The National Center for Science Education, which rejects intelligent design as thinly veiled creationism, is also watching the case and has posted all the legal filings on its website.
“It would be unfortunate if the court took what seems to be a fairly straightforward employment law case and allowed it to become this tangled mess of trying to adjudicate scientific matters,” said Josh Rosenau, NCSE’s programs and policy director. “It looks like a pretty straightforward case. The mission that he was working on was winding down and he was laid off.”
Coppedge’s attorney, William Becker, says his client was singled out by his bosses because they perceived his belief in intelligent design to be religious. Coppedge had a reputation around JPL as an evangelical Christian and other interactions with co-workers led some to label him as a Christian conservative, Becker said.
In the lawsuit, Coppedge says he believes other things also led to his demotion, including his support for a state ballot measure that sought to define marriage as limited to heterosexual couples and his request to rename the annual holiday party a “Christmas party.”
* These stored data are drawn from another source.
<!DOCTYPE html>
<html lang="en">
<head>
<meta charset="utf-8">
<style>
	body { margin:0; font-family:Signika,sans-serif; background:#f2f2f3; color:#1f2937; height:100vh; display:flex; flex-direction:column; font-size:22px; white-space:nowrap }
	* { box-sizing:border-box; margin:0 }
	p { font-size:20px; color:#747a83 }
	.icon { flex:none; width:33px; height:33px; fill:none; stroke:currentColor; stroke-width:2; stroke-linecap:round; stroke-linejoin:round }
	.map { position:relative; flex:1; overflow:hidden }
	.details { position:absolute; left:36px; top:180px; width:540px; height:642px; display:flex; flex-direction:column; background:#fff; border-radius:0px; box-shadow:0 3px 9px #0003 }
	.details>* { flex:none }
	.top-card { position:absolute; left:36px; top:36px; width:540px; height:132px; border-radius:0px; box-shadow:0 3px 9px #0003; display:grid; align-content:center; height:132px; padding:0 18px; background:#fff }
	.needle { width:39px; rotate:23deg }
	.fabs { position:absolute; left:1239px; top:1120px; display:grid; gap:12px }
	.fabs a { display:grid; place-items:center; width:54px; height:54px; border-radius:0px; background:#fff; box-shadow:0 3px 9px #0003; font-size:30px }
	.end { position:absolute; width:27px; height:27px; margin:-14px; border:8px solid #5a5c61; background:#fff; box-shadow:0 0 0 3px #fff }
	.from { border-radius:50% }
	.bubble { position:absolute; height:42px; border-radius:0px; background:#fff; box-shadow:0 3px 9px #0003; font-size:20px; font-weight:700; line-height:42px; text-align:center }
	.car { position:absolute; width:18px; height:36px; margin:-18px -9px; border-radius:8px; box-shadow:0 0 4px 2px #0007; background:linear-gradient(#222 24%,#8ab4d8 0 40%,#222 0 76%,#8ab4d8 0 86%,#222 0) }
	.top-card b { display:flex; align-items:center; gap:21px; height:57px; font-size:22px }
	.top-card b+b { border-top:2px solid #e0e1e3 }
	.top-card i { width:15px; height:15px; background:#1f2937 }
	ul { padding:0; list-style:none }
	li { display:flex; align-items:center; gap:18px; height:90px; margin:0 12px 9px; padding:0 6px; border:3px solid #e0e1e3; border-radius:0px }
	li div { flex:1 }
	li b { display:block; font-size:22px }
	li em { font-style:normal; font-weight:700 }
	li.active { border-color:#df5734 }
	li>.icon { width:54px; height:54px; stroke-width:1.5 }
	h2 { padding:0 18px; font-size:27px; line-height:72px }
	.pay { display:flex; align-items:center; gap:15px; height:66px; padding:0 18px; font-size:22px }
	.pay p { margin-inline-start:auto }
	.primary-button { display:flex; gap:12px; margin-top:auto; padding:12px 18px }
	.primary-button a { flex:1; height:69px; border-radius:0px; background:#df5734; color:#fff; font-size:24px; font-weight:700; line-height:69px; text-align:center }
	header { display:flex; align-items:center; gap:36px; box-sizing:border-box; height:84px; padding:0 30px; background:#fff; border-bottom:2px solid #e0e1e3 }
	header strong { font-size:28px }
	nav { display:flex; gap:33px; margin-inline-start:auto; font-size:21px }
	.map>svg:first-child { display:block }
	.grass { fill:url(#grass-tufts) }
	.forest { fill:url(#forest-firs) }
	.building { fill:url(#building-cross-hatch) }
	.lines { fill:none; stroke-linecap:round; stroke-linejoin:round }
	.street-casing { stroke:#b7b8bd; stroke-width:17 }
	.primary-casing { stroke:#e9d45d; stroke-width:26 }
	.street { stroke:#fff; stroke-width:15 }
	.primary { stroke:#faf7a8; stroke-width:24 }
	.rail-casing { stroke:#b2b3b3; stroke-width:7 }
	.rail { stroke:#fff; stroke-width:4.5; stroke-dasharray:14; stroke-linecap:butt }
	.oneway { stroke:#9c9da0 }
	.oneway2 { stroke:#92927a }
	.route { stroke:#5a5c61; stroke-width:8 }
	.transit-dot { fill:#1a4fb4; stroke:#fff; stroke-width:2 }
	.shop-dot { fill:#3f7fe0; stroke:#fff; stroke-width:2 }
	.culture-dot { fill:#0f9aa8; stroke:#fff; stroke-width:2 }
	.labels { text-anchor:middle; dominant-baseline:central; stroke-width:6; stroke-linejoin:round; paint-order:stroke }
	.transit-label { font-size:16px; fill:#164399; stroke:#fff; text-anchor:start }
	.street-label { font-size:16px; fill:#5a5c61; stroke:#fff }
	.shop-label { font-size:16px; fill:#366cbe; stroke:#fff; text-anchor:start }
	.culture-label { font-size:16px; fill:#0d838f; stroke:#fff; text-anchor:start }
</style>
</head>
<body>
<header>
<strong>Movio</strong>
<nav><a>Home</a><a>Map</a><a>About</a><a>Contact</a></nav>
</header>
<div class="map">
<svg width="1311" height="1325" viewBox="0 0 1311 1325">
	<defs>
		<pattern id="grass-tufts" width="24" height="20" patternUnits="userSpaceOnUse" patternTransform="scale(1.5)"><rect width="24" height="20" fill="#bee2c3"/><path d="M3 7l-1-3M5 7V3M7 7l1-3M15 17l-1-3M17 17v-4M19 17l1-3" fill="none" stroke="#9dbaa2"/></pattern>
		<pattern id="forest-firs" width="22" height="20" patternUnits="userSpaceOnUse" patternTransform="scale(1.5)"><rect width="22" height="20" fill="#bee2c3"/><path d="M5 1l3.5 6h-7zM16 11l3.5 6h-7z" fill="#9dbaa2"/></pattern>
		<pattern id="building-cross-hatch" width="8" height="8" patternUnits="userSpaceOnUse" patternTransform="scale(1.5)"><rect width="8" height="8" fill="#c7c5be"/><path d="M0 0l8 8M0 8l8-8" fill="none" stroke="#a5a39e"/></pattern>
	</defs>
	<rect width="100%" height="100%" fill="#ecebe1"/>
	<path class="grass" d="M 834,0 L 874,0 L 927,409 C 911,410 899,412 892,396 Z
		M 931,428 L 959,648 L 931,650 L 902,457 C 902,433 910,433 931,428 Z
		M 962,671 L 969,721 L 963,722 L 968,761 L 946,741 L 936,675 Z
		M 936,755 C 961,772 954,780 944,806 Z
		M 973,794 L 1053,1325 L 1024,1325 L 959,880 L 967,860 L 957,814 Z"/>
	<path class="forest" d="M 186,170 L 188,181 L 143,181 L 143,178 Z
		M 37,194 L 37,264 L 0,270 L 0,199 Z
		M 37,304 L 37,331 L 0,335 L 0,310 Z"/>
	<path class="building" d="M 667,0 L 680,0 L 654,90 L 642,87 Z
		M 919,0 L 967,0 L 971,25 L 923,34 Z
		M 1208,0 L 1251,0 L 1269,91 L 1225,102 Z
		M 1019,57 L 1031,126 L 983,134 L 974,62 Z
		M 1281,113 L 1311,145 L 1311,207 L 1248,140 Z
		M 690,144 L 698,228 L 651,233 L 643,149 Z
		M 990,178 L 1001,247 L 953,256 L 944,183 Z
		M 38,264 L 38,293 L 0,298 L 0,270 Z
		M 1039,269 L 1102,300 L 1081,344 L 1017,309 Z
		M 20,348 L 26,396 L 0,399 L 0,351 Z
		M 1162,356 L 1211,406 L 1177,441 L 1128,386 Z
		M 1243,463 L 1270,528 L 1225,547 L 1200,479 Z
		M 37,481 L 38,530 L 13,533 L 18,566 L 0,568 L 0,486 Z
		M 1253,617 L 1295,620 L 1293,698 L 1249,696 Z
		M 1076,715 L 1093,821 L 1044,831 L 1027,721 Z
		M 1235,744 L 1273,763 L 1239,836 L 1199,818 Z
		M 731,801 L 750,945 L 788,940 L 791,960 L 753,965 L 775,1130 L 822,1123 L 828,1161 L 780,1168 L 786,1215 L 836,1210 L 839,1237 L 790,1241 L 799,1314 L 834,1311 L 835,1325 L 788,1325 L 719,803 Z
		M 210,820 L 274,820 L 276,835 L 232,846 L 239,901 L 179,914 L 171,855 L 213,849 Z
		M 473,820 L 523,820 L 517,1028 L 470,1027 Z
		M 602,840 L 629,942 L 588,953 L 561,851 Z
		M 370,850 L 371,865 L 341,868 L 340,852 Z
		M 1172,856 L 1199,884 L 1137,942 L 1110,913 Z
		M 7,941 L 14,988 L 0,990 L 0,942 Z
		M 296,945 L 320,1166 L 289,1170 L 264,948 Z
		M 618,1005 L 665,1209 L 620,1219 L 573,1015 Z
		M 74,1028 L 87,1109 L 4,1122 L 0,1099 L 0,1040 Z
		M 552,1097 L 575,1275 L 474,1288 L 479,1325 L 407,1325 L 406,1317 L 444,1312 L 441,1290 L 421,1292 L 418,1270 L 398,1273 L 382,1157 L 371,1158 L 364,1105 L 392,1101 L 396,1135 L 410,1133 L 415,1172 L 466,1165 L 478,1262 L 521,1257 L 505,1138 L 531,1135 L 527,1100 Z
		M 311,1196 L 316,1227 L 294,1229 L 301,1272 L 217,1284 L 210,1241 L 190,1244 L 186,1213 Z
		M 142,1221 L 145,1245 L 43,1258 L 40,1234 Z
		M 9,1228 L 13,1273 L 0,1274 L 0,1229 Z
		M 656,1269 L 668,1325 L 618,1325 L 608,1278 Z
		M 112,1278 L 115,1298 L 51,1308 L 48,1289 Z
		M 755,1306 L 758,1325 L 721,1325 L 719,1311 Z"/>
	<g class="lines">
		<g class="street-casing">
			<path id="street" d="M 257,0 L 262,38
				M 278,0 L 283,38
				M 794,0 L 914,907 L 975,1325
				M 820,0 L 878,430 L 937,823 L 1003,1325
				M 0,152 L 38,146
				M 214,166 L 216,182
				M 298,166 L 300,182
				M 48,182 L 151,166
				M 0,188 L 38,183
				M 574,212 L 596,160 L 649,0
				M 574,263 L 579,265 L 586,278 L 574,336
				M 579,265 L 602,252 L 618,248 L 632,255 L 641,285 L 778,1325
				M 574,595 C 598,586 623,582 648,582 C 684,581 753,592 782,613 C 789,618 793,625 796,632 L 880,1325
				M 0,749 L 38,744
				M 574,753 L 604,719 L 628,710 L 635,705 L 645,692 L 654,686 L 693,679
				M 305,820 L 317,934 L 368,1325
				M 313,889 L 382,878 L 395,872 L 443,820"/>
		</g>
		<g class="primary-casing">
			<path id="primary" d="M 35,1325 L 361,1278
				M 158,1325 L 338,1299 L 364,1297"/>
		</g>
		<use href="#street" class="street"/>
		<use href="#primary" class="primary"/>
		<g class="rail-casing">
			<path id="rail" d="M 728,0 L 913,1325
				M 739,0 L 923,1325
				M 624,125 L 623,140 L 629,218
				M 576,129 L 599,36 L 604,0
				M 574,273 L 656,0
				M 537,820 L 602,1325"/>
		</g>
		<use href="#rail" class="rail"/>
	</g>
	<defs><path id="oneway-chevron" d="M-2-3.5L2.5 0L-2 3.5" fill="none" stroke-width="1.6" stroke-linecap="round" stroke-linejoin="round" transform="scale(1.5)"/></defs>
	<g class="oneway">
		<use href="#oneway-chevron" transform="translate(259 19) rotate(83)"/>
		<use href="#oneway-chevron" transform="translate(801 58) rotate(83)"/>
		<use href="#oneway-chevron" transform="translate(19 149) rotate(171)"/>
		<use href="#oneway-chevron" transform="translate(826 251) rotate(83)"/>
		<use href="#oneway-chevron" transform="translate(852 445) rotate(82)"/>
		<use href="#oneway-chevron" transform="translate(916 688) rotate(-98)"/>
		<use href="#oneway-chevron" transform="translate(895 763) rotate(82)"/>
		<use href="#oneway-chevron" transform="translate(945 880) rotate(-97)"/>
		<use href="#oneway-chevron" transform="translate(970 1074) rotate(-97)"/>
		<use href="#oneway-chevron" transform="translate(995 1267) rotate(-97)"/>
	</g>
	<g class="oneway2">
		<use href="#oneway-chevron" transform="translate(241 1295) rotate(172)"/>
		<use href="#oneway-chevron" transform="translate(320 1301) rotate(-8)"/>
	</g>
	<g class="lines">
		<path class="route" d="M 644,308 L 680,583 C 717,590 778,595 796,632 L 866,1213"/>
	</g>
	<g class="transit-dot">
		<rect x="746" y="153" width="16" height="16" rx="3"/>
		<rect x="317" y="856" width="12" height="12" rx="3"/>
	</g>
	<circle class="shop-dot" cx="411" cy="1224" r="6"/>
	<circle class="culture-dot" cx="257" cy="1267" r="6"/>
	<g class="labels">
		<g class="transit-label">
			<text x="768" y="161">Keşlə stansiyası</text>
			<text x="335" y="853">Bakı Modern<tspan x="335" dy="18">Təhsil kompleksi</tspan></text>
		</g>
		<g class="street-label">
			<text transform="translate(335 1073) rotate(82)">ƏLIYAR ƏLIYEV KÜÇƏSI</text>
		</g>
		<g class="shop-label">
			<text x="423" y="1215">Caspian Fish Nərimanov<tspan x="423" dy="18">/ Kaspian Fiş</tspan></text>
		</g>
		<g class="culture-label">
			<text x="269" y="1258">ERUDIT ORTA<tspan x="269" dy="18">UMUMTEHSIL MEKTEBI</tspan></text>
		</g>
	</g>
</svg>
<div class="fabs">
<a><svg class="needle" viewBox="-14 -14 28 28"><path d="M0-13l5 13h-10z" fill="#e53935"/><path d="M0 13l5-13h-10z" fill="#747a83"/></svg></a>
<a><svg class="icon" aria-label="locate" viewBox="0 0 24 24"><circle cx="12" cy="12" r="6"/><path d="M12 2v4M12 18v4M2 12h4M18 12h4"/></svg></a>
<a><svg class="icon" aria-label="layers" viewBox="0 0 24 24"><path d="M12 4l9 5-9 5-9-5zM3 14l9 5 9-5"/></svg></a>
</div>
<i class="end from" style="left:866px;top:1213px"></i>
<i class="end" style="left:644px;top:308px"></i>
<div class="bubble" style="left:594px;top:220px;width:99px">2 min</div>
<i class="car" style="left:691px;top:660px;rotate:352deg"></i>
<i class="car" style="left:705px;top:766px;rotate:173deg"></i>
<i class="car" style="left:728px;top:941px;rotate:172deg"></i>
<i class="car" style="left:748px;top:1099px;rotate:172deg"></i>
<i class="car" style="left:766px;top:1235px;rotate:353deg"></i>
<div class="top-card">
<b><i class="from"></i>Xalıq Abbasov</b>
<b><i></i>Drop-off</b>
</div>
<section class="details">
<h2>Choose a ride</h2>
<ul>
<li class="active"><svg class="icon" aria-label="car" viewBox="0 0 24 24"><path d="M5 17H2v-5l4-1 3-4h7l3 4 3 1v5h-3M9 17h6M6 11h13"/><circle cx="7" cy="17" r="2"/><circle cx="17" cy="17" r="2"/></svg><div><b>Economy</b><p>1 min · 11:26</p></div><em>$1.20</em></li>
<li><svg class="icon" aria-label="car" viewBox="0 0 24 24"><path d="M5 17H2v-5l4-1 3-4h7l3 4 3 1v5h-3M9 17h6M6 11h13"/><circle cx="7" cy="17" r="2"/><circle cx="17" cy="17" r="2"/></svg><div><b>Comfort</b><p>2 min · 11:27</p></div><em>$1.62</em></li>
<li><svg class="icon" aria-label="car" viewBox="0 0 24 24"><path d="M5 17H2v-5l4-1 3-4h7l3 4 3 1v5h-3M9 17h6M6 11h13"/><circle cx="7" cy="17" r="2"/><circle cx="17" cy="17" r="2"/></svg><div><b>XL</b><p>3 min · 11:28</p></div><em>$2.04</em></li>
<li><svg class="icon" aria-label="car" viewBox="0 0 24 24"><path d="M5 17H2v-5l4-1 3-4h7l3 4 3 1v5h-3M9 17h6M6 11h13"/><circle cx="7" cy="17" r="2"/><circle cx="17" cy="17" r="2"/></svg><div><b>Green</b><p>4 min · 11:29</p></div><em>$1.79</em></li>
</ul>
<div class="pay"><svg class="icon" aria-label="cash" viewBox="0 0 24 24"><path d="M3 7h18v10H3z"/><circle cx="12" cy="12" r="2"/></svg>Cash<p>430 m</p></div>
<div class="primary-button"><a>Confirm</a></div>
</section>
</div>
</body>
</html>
And there you have it — in 1968, NASA astronauts could say to the folks back home that “In the beginning God created the heaven and the earth,” and wish them a Merry Christmas, and with the notable exception, as Wikipedia notes, of…
Madalyn Murray O’Hair, an atheist, [who had] responded by suing the United States government, alleging violations of the First Amendment. The suit was dismissed by the Supreme Court due to lack of jurisdiction.
…The vast majority of Americans seemed to have survived the experience relatively unscathed.
That this same culture could also send men to the moon was purely a coincidence, right? Besides, our NASA has more important things to do than actually get off the ground with manned human spaceflight.